ASSIGNED TASK: Which lines of the entries below run from the one holding "context.textBaseline = 'middle';" to the one holding "context.rotate((+turn || 0)", inclusive? Set down exactly those lines and no others.

(DATA PROVIDED)

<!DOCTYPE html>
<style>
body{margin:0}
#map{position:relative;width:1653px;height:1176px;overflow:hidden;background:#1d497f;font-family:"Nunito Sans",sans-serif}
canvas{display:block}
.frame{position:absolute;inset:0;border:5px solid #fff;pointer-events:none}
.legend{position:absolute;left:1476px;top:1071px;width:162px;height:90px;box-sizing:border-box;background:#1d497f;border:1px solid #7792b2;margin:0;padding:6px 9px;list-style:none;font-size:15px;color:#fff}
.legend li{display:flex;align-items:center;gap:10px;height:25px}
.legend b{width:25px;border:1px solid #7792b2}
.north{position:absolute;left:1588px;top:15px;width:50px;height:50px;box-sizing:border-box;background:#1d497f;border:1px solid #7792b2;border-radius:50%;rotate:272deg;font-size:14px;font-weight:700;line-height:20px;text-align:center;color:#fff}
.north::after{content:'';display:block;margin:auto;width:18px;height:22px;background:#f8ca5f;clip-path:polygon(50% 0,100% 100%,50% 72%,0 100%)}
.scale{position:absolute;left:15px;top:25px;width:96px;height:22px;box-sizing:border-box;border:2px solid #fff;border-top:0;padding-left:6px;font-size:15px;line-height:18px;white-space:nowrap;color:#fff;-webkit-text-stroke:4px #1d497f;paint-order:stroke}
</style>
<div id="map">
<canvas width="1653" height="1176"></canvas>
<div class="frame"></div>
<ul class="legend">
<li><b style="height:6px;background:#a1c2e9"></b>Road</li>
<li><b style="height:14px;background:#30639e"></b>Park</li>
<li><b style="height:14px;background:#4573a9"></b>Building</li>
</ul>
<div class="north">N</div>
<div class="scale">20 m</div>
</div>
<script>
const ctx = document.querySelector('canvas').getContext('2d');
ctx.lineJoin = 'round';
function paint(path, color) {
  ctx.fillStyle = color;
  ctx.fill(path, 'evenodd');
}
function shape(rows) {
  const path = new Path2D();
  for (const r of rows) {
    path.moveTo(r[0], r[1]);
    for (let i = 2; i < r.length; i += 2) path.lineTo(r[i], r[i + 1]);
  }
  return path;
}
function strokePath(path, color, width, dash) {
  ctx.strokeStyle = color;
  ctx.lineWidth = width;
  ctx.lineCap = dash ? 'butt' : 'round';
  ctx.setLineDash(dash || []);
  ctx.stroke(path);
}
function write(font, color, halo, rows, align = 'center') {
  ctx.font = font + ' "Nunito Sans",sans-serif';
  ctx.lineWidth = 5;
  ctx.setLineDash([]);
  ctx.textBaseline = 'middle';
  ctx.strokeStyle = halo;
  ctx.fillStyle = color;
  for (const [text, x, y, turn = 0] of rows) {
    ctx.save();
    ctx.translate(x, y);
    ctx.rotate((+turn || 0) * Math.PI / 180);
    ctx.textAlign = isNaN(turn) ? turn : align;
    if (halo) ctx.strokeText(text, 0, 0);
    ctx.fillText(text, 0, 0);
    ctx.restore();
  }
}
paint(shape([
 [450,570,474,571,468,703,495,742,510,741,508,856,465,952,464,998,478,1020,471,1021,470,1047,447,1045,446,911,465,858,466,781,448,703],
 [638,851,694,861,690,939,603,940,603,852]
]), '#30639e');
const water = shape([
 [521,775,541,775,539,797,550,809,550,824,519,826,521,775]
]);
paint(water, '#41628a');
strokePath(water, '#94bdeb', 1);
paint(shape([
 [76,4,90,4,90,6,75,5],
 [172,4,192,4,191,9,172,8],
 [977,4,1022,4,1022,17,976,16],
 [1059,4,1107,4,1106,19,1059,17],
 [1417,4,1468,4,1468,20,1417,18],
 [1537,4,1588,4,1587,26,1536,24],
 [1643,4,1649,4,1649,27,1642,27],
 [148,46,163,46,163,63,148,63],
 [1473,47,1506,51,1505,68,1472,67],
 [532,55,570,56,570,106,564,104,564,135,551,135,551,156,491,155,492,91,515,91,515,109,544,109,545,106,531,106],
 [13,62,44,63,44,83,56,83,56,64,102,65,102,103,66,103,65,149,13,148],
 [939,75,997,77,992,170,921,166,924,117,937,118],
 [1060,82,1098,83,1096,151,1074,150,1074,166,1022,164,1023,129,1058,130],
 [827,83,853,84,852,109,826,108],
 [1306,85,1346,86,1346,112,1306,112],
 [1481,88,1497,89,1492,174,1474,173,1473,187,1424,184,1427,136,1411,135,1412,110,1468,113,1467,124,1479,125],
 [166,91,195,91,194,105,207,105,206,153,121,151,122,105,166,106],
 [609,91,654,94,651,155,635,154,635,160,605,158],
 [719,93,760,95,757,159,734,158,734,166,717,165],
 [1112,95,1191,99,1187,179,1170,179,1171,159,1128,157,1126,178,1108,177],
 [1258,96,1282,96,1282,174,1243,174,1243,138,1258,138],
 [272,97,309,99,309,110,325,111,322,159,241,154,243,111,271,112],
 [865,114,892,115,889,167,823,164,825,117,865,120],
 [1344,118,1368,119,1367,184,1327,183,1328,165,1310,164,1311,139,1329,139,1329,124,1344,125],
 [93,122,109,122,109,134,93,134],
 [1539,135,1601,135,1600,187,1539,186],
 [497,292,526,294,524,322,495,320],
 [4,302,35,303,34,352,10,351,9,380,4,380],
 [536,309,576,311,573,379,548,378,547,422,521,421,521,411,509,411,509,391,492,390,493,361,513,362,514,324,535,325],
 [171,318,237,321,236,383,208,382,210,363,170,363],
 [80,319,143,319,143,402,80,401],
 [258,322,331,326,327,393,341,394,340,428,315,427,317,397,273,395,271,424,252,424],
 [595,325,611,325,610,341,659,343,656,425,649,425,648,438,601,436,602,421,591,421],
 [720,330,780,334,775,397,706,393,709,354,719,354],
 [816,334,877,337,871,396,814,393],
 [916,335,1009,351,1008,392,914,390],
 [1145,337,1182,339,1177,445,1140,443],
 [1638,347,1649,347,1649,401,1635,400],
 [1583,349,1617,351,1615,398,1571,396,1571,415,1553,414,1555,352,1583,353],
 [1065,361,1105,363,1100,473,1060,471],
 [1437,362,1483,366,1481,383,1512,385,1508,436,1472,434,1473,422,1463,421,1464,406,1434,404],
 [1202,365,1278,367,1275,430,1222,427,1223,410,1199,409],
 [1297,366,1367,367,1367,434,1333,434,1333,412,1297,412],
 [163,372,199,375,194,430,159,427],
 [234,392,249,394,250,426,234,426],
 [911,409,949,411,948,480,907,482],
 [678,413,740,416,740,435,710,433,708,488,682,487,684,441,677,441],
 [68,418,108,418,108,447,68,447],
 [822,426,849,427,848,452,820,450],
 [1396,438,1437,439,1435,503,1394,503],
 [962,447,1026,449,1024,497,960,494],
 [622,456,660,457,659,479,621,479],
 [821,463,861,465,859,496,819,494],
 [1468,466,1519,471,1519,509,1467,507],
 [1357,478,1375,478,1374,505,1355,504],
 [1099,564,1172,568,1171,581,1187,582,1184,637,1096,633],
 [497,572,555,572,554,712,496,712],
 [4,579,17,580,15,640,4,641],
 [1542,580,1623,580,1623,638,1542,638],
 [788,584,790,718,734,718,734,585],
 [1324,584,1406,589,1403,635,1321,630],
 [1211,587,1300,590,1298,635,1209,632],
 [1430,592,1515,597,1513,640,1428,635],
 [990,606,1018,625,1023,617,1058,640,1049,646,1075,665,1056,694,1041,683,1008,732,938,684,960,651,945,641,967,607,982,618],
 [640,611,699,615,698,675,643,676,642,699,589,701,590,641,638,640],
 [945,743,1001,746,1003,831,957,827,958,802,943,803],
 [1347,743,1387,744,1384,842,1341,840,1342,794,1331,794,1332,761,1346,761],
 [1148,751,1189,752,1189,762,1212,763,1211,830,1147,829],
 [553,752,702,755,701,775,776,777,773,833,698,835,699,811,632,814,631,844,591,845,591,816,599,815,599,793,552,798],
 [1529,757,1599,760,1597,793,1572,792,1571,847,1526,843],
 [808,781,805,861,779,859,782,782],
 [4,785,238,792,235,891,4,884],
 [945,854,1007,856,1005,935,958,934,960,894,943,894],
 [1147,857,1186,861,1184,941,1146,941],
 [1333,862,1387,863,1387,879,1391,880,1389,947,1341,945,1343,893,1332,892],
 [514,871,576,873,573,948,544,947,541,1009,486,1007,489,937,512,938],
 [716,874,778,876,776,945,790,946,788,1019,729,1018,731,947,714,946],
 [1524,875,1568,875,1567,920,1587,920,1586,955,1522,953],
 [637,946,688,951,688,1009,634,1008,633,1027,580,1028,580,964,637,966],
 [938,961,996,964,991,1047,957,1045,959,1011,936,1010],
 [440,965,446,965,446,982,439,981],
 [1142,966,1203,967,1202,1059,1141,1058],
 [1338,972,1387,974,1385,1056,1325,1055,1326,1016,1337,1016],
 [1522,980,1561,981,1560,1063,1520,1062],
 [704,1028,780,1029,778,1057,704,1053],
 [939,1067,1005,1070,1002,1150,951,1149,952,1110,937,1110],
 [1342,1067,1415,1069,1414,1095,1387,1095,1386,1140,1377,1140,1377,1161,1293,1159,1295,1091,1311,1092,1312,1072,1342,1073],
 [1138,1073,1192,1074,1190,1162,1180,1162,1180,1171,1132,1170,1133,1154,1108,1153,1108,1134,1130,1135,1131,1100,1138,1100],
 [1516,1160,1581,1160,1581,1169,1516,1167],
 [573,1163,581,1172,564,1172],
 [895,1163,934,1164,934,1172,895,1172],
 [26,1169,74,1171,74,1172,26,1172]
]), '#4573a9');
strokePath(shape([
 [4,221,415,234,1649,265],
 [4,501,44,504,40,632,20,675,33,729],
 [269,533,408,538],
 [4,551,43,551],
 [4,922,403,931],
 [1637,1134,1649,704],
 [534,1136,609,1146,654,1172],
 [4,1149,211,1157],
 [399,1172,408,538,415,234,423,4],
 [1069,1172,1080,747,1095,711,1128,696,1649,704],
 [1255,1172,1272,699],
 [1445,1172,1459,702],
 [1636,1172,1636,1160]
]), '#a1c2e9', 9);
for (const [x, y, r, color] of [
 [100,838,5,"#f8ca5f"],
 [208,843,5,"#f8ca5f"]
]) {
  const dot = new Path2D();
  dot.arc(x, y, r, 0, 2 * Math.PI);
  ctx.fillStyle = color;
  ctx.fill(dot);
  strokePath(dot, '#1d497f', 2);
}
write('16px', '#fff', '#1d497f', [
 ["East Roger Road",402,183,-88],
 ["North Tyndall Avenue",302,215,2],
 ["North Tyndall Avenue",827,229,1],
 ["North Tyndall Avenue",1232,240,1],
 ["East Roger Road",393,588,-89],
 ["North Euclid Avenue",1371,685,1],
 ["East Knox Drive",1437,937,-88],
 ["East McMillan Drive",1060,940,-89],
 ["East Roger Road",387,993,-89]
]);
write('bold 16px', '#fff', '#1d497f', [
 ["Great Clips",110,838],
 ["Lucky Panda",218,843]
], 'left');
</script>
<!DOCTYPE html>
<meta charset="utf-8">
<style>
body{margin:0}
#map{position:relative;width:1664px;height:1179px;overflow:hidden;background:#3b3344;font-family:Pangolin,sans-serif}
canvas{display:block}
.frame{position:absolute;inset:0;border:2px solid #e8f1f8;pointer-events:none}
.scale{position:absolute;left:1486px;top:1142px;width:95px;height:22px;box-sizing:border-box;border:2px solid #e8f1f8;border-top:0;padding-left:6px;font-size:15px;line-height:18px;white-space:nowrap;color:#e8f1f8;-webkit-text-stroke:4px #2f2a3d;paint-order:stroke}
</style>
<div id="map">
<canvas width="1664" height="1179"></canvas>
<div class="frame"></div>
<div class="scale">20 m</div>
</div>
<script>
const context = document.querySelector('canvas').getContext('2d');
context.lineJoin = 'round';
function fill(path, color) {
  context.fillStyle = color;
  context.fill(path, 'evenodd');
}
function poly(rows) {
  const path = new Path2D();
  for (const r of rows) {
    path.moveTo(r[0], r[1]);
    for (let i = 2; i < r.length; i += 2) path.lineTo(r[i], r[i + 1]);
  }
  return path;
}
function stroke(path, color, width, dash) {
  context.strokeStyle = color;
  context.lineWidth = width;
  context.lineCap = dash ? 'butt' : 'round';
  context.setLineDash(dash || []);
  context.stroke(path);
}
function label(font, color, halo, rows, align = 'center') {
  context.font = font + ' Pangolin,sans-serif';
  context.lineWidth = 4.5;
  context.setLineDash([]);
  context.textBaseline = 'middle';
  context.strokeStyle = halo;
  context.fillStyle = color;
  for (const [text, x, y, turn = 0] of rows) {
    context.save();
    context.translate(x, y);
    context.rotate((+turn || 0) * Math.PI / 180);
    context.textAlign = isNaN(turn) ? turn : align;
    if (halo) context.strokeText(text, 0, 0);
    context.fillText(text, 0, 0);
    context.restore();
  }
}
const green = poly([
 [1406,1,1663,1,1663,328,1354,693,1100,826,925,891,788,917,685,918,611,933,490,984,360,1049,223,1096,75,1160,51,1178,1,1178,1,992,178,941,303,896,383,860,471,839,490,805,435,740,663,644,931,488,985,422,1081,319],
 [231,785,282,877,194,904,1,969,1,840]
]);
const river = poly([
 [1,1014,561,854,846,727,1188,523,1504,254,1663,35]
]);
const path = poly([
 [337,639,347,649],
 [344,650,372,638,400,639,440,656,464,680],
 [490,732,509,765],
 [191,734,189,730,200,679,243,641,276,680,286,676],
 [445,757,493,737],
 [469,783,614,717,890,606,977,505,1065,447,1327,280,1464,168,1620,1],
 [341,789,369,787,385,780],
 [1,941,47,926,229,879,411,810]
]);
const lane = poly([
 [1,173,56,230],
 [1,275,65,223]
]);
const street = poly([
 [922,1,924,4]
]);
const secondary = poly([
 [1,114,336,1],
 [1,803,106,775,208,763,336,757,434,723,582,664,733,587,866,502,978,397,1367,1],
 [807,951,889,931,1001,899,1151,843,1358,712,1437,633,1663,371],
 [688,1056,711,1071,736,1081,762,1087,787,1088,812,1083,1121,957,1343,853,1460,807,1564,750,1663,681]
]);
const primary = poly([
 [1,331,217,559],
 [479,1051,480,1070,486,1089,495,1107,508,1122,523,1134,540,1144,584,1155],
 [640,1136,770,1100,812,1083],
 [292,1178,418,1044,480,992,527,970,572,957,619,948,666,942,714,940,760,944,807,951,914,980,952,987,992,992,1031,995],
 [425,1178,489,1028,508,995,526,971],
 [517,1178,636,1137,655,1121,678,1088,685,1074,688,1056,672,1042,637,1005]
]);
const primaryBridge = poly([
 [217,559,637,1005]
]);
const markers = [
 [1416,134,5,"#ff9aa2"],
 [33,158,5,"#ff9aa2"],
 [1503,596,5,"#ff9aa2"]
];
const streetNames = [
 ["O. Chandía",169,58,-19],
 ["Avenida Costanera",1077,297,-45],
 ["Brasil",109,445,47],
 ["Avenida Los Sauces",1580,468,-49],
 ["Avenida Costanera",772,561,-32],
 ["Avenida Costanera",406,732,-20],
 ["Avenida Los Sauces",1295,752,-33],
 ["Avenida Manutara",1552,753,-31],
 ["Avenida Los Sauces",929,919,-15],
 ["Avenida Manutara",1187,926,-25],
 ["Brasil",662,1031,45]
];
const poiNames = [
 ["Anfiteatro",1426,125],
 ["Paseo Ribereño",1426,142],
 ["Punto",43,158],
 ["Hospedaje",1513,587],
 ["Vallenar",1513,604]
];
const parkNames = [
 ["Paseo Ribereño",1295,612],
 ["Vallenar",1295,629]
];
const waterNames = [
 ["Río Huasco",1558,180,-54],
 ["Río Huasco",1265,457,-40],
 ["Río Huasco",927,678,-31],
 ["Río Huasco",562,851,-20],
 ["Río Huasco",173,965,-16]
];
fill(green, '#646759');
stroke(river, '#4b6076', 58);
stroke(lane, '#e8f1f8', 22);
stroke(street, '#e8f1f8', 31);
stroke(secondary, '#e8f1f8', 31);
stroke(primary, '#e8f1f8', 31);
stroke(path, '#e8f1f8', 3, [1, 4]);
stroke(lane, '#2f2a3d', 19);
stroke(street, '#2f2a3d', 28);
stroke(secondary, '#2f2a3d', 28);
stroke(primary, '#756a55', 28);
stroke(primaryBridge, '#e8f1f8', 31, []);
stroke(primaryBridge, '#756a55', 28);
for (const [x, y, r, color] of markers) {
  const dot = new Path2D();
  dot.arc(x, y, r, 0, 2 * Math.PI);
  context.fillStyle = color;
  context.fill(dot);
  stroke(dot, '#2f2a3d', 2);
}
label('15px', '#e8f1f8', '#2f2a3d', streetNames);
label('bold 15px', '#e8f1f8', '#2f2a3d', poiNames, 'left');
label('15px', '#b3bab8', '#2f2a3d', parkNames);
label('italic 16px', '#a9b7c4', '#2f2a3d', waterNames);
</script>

(End DATA PROVIDED)

WORKED SOLUTION:
  context.textBaseline = 'middle';
  context.strokeStyle = halo;
  context.fillStyle = color;
  for (const [text, x, y, turn = 0] of rows) {
    context.save();
    context.translate(x, y);
    context.rotate((+turn || 0) * Math.PI / 180);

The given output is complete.